Thread Rating:
  • 0 Vote(s) - 0 Average
  • 1
  • 2
  • 3
  • 4
  • 5
IW15 64bit deployment
#11
Bug 
Hi All

I think I've identified this problem, it lies with the ZLib implementation and the supported instructions of the CPU you are running the program on. When building x64 Intraweb application with XE4 they run without issue on an Intel Core i7 8700 (Server and Desktop OS) however on an Intel Core i7 950 they crash with an illegal instruction error (again server or desktop OS), the same happens on an Intel Xeon x5550.

My suspicion is the CloudFlare Zlib is using instruction available in newer processors without checking if the instruction is available!

I checked this by recompiling with the x64 Intraweb app using the ZLIB_1211 by commenting out the  {$DEFINE USE_ZLIB_CLOUDFLARE} in the IWZLibExApi.pas and including it in my project to ensure the DCU's were recompiled.

After making this change the x64 Intraweb app would run on all CPU and OS combinations i had been testing.

Hopefully this helps...

I suggest that an effort is made to identify the CPU instruction in the CloudFlare Implementation causing the issue and ensure that this implementation is only used if those instructions are available. in the mean time its probably a good idea to revert wholesale to the ZLIB_1211 code branch.

I think the CloudFlare code must be making use of instructions in one or more of the following instruction sets (AES, AVX, AVX2, FMA3, TSX).
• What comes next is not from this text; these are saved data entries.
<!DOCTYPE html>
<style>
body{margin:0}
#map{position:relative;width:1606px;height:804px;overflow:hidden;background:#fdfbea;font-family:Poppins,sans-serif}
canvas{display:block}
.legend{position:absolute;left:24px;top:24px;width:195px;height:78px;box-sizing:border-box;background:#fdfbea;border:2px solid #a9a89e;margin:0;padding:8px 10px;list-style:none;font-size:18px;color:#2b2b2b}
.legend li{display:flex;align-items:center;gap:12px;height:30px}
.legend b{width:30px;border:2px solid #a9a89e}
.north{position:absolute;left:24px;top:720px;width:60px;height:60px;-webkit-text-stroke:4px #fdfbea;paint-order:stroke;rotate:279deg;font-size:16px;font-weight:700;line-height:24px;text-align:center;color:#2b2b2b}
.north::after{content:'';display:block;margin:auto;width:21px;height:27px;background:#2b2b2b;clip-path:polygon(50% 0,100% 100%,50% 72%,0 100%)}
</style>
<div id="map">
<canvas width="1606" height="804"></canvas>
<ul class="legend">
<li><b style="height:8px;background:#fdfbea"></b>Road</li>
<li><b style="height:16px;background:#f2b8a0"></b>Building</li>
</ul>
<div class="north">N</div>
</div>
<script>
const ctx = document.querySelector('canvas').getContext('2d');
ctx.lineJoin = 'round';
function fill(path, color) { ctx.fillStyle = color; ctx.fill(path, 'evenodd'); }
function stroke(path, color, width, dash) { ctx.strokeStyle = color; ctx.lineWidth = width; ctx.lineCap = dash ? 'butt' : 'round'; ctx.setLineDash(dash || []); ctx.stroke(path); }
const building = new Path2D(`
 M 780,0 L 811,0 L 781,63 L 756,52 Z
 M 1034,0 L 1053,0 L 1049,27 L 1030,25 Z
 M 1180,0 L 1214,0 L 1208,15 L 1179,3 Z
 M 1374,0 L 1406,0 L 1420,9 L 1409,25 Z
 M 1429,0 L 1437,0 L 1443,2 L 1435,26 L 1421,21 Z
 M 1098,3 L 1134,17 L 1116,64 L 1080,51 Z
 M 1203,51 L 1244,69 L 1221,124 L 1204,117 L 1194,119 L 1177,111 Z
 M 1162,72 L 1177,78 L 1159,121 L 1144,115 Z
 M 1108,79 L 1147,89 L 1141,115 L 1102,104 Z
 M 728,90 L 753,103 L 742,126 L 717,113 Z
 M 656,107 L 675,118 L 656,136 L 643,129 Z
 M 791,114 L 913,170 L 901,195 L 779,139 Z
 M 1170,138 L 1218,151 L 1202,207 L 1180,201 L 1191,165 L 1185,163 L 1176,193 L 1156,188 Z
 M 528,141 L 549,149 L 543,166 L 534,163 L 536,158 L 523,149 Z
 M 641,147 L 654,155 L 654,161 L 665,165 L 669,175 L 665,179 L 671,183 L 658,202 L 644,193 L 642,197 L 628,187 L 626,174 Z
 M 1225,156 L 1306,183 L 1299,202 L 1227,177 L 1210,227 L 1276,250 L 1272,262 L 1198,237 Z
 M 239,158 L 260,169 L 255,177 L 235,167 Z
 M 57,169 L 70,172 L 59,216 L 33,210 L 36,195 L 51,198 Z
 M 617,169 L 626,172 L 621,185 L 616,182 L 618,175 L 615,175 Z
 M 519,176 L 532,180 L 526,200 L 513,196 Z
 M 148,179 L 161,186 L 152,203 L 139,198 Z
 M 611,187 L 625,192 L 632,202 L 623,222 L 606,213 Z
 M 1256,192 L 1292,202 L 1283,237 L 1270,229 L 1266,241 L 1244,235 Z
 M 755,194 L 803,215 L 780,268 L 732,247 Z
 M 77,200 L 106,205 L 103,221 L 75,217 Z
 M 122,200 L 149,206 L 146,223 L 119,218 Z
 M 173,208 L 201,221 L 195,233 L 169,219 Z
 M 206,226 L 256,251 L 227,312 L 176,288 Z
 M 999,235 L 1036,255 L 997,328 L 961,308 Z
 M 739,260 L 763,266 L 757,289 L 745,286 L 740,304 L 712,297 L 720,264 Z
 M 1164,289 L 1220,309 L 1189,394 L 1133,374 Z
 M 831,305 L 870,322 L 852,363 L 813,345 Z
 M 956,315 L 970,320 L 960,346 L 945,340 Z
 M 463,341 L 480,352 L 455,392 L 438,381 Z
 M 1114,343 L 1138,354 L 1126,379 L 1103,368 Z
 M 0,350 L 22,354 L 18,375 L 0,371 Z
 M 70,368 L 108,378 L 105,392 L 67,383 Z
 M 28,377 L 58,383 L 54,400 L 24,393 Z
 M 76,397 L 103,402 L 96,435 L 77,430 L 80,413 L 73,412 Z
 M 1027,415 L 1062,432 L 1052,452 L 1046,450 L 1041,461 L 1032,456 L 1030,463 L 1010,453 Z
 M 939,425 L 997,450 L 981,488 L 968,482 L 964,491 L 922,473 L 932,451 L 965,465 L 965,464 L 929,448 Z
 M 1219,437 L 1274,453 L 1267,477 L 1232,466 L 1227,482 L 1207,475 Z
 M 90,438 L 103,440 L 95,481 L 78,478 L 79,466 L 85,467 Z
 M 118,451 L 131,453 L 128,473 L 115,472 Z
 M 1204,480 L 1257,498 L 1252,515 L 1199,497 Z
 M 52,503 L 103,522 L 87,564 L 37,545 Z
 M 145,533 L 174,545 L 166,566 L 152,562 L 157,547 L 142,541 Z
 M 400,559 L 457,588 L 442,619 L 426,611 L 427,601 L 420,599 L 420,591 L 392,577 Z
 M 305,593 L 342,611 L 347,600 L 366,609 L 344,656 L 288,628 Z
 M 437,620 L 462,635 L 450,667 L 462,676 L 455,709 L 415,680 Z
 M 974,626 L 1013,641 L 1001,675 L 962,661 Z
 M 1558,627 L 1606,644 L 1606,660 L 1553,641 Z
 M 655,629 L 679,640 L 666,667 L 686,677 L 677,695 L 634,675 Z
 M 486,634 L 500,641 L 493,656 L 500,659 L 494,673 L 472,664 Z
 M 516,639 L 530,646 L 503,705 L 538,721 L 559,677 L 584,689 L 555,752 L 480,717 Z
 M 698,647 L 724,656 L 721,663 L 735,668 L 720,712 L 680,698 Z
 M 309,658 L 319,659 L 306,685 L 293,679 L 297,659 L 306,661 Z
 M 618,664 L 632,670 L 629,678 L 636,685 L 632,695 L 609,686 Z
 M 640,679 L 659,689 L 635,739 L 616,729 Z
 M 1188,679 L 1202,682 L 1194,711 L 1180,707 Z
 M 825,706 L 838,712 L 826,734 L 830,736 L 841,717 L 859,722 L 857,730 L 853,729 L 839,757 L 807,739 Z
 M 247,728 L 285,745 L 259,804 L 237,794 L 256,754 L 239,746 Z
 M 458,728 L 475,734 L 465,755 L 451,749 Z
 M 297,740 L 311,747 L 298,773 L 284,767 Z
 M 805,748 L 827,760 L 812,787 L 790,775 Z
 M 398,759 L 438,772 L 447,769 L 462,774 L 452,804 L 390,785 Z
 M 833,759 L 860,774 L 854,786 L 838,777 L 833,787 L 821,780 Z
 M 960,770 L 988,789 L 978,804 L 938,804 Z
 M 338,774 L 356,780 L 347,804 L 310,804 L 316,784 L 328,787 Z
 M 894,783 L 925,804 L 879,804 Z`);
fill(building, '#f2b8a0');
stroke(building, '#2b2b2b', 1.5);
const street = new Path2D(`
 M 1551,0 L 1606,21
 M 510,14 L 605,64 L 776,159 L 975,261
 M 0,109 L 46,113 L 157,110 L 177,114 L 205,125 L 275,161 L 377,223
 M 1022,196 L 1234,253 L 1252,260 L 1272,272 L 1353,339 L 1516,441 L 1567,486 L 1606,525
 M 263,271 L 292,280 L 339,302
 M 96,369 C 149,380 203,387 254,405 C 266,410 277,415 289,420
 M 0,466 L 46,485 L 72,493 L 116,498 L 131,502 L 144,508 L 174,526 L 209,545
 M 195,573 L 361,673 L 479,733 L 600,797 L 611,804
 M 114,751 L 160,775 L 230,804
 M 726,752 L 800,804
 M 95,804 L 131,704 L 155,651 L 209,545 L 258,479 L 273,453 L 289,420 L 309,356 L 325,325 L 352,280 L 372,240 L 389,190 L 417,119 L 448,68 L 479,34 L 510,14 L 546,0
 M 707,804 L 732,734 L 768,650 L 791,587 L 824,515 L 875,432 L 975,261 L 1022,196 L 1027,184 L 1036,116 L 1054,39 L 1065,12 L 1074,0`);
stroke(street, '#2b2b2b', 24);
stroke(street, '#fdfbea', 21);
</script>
Without further investigation i can't narrow it down. 

EDIT : (I believe it may be an AVX instruction, but it also requires SSE4.2 instructions which may not be available either)
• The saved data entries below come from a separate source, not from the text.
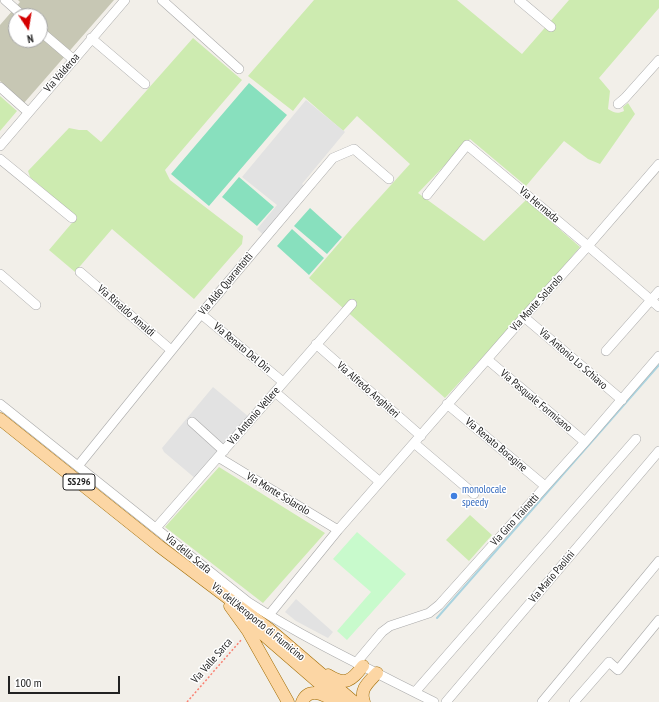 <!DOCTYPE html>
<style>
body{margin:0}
#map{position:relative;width:659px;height:702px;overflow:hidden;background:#f2efe9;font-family:"PT Sans Narrow",sans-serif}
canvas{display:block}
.north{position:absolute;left:8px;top:8px;width:40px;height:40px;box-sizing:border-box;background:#fff;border:1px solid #a7a7a7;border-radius:50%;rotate:168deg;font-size:11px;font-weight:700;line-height:16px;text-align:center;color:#222}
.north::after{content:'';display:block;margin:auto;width:14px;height:18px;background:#d40000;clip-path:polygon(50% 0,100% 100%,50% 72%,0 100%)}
.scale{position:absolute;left:8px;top:676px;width:112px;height:18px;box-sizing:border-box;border:2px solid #222;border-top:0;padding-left:5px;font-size:12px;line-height:14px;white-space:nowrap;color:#222;-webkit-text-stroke:3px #fff;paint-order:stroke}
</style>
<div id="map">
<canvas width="659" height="702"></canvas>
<div class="north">N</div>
<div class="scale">100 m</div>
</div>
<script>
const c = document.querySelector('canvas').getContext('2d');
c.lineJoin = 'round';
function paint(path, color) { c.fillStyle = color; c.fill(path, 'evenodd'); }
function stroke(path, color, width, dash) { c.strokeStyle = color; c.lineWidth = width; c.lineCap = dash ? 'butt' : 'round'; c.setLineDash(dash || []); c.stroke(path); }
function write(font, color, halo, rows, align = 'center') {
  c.font = font + ' "PT Sans Narrow",sans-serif'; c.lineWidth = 3; c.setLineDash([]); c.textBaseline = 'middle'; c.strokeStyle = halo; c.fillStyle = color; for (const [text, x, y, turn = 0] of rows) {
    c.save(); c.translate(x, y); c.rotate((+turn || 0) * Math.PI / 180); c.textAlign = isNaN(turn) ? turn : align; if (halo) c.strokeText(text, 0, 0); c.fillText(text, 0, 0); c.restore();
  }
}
const construction = new Path2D(`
 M18 0H114L24 103 0 81V25L20 2ZM16 16H40V40H16Z`);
const grass = new Path2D(`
 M314 0H457L522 54 569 0H659V8L599 78 610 91 608 109C614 113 618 114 624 111L623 107 628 103 635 114 600 164 588 159 564 141 526 186 470 139 418 193 484 241 526 200 580 247 536 299 445 398 309 278 352 228 410 164 357 116 343 131 304 97 293 111 248 76Z
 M193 38 242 80 165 170 170 180 243 236 242 244 194 299 112 229 75 272 49 250 77 217 30 177 28 171 69 128 79 130H87L101 142Z
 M0 96 17 111 0 131Z
 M219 467 325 533 263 603 165 527Z
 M470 515 492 535 469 561 446 540Z`);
const park = new Path2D(`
 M357 532 406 574 347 640 337 631 371 592 333 559Z`);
const pitch = new Path2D(`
 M249 83 287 115 209 206 171 174Z
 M239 177 274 207 257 226 222 197Z
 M310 208 342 237 327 254 294 226Z
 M292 229 324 258 309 275 277 246Z`);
const parking = new Path2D(`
 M306 100 345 132 302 184 309 190 268 239 257 229 277 205 242 177Z
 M213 387 249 417 196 479 164 452 162 448Z
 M296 599 333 632 328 638 296 621 285 612Z`);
const stream = new Path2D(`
 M437 618 659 365`);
const path = new Path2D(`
 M187 702 242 639`);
const minor = new Path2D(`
 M5 0 23 16
 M162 0 239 69
 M519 0 551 27
 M40 31 74 60
 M91 38 145 84
 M0 87 28 112
 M618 104 625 98 659 60
 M0 146 125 0
 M0 159 72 218
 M427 195 467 145 588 246 659 307
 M80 272 171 350
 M0 274 36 305
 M201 314 283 382
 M524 317 622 400
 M316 344 421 436
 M606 351 659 291
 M488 360 585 442
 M275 392 380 482
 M0 404 248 602C307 640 371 670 434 702
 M447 404 545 486
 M192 422 224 451
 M414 443 474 494
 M218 457 338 530
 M78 466 201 314 333 158 354 149 389 179
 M156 528 352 304
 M269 615 338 530 524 317 588 246 659 164
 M356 663 382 632 390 626 429 613 439 605 585 442 659 356
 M415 692 636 439
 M446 702 659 451
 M542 702 659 561
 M574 702 609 662 618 670 659 620`);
const major = new Path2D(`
 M0 419 159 546 269 629 354 702
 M230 606 248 631 288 702
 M250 623 341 702
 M328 675C346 686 351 681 363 666
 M302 702C308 688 321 693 331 699
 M364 702C359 689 369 682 377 673`);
const markers = [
 [454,496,4,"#3f7fe0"]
];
const shields = [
 [79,482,32]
];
const shieldNames = [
 ["SS296",79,482]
];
const streetNames = [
 ["Via Valderoa",62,73,-49],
 ["Via Hermada",539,205,40],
 ["Via Aldo Quarantotti",226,284,-50],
 ["Via Monte Solarolo",537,303,-48],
 ["Via Rinaldo Amaldi",126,311,41],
 ["Via Renato Del Din",242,348,40],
 ["Via Antonio Lo Schiavo",573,359,41],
 ["Via Alfredo Anghileri",368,390,41],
 ["Via Pasquale Formisano",536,401,40],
 ["Via Antonio Vellere",254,416,-49],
 ["Via Renato Boragine",496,445,40],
 ["Via Monte Solarolo",278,494,31],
 ["Via Gino Trainotti",515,520,-48],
 ["Via della Scafa",188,554,39],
 ["Via Mario Paolini",552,577,-50],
 ["Via dell'Aeroporto di Fiumicino",258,622,39],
 ["Via Valle Sarca",212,661,-49]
];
const shopNames = [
 ["monolocale",462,490],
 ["speedy",462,503]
];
paint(construction, '#c7c7b4');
paint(grass, '#cdebb0');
paint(park, '#c8facc');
paint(pitch, '#88e0be');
paint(parking, '#e2e2e2');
stroke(stream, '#aad3df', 2);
stroke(minor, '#a9a9a9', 10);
stroke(major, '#a06b00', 13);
stroke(path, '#fa8072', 1.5, [2, 2]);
stroke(minor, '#fff', 9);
stroke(major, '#fcd6a4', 12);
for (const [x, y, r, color] of markers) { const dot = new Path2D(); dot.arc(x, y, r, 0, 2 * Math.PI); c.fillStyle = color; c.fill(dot); stroke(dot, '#fff', 1.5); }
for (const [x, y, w] of shields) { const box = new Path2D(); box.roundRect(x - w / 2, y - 8, w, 16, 3); c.fillStyle = '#fff'; c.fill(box); stroke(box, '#222', 1); }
write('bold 10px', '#222', null, shieldNames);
write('11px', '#222', '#fff', streetNames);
write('11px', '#366cbe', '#fff', shopNames, 'left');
</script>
As an interesting point here is what the TurboVNC devs said about the CloudFlare ZLib Implementation:

Quote:I ultimately backed away from CloudFlare, despite its superior performance, because it doesn't perform run-time CPU feature detection. It assumes the existence of SSE 4.2, which is not available on all x86-64 CPUs, and of SSE2, which is not available on all x86 CPUs.
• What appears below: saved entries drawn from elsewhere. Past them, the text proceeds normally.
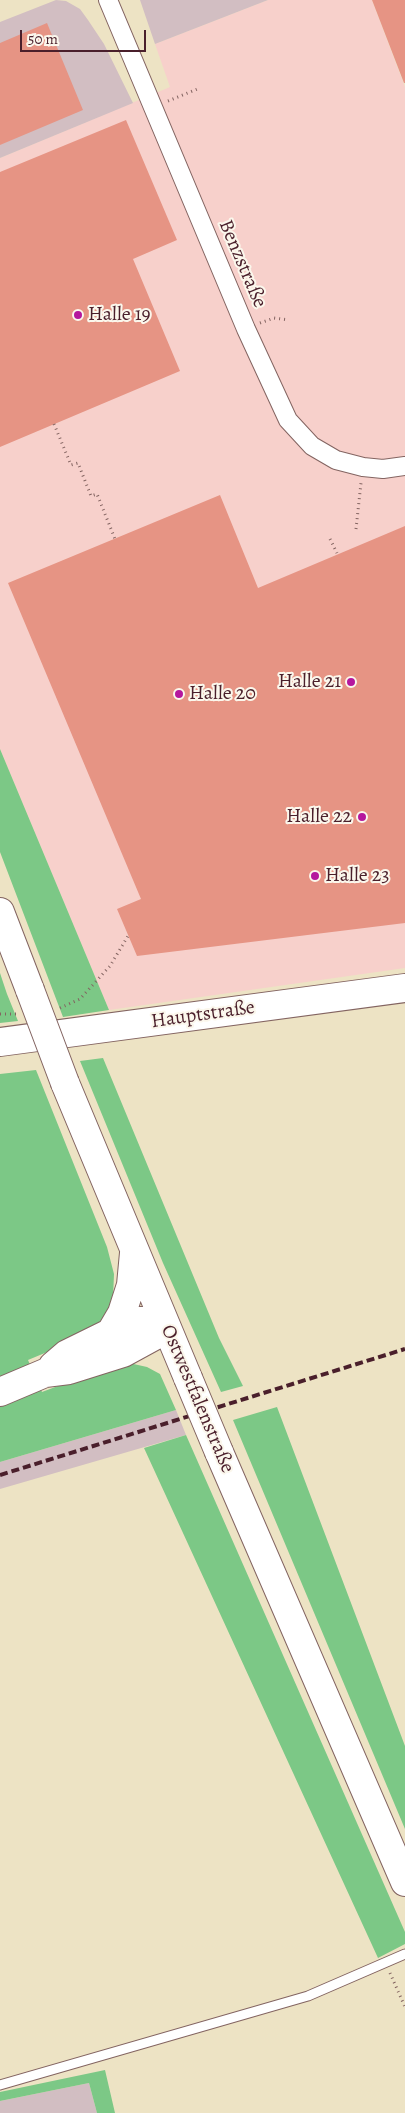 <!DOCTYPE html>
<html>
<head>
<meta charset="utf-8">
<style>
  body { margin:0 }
  #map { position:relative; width:405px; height:2113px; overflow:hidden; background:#ede3c4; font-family:Alegreya,serif }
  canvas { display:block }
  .scale { position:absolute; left:20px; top:30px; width:126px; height:22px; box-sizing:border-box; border:2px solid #4a1f2b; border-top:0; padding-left:6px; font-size:15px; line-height:18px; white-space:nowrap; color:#4a1f2b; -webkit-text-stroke:4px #fbf7ec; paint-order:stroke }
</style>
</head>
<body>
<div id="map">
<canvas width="405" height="2113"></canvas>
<div class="scale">50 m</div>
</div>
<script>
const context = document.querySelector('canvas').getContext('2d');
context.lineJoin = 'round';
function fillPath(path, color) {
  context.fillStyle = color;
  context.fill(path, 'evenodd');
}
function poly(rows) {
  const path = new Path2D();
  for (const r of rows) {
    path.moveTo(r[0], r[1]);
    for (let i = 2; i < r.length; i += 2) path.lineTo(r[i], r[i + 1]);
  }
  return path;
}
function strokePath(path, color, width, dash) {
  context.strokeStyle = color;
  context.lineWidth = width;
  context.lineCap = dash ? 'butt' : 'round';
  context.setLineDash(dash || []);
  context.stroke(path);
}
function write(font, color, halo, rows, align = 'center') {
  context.font = font + ' Alegreya,serif';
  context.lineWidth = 4;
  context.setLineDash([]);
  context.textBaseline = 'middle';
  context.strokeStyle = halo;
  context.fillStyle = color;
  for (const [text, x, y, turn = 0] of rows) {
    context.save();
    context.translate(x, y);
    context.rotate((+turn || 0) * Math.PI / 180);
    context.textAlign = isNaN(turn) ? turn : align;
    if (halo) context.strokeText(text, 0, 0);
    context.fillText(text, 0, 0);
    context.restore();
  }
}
fillPath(poly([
  [268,0,372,0,405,87,405,968,109,1010,0,749,0,158,170,87,155,44]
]), '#f7d0cb');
fillPath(poly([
  [56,0,66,1,80,9,88,20,104,44,133,103,0,158,0,22],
  [140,0,268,0,155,44],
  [176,1410,186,1435,0,1489,0,1462],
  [89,2083,97,2113,0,2113,0,2101]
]), '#d2bec2');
fillPath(poly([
  [0,749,109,1010,63,1017,0,852],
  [0,973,7,994,18,1021,0,1023],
  [103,1058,219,1338,243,1386,221,1392,163,1263,80,1061],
  [36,1070,107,1247,114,1274,113,1299,102,1322,64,1345,28,1360,42,1392,116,1364,129,1363,147,1367,160,1374,176,1410,0,1462,0,1074],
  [277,1407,405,1746,405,1829,233,1420],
  [186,1435,405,1932,405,1944,378,1958,144,1448],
  [105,2070,115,2113,97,2113,89,2083,0,2101,0,2092]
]), '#7cc886');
fillPath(poly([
  [372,0,405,0,405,83,404,83],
  [47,23,83,110,0,145,0,43],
  [126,120,177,240,133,259,180,371,0,447,0,172],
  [220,495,258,588,405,526,405,923,137,956,117,909,141,899,8,583]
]), '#e69484');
const lane = poly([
  [0,2085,308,1996,405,1954]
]);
const street = poly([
  [108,0,246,329,288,420,312,446,336,460,363,467,383,469,405,466]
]);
const primary = poly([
  [0,912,30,990],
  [0,1042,405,988],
  [65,1083,188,1378],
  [112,1330,122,1313,131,1285,134,1253],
  [53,1366,67,1354,126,1325,139,1321,151,1321,164,1324],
  [0,1392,45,1373,69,1370,123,1353,156,1335,164,1324],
  [219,1452,405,1882]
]);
strokePath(lane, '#836461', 11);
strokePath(street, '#836461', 20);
strokePath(primary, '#836461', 30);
strokePath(poly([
  [168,101,200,88],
  [260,323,274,318,289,320],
  [54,424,71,465,78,463,91,496,97,494,115,539],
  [356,529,361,483],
  [330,539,337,553],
  [60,1008,80,999,110,966,128,936],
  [0,1014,17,1014],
  [390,1973,405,2007]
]), '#836461', 3, [1, 4]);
strokePath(lane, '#fff', 9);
strokePath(street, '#fff', 18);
strokePath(primary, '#fff', 28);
strokePath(poly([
  [0,1475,405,1349]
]), '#4a1f2b', 4, [8, 4]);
const primaryBridge = poly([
  [30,990,65,1083],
  [188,1378,219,1452]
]);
strokePath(primaryBridge, '#836461', 30, []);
strokePath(primaryBridge, '#fff', 28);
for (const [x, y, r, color] of [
  [78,315,5,"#b5179e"],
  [351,682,5,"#b5179e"],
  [179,694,5,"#b5179e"],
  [362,817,5,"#b5179e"],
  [315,876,5,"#b5179e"]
]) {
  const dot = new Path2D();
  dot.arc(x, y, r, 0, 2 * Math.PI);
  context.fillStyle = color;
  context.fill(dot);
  strokePath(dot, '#fbf7ec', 2);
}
write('20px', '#4a1f2b', '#fbf7ec', [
  ["Benzstraße",242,264,67],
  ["Hauptstraße",203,1015,-8],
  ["Ostwestfalenstraße",197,1399,67]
]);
write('20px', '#4a1f2b', '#fbf7ec', [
  ["Halle 19",88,315],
  ["Halle 21",341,682,"right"],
  ["Halle 20",189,694],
  ["Halle 22",352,817,"right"],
  ["Halle 23",325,876]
], 'left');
</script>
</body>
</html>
Investigate SIMD-accelerated Zlib implementations
Reply
#12
Wow. Thanks for the detailed info. I have asked someone to look into and follow up with this.
Reply
#13
That's a good info indeed, however AFAIK, only zlib decompression uses optimized SSE 4.2 CRC32. AVX and AVX2 are not used at all. It might be still some instruction not supported by the processor.
BTW, gzip decompression is not used by IntraWeb. Only compression.

It is something questionable that people are using very old processors in servers supposed to run web applications, though. Core i3, i5 and i7 from 2008 already supported SSE 4.2 instructions. Trying to make a brand new IW application run in a 486 DX2/66 MHz doesn't make any sense to me
Reply
#14
(10-11-2018, 12:42 AM)Alexandre Machado Wrote: That's a good info indeed, however AFAIK, only zlib decompression uses optimized SSE 4.2 CRC32. AVX and AVX2 are not used at all. It might be still some instruction not supported by the processor.
BTW, gzip decompression is not used by IntraWeb. Only compression.

It is something questionable that people are using very old processors in servers supposed to run web applications, though. Core i3, i5 and i7 from 2008 already supported SSE 4.2 instructions. Trying to make a brand new IW application run in a 486 DX2/66 MHz doesn't make any sense to me

All I can tell you is that an Intraweb x64 application built with XE4 Using the CloudFlare Zlib will raise an illegal instruction error when starting up on on the processors i mentioned. 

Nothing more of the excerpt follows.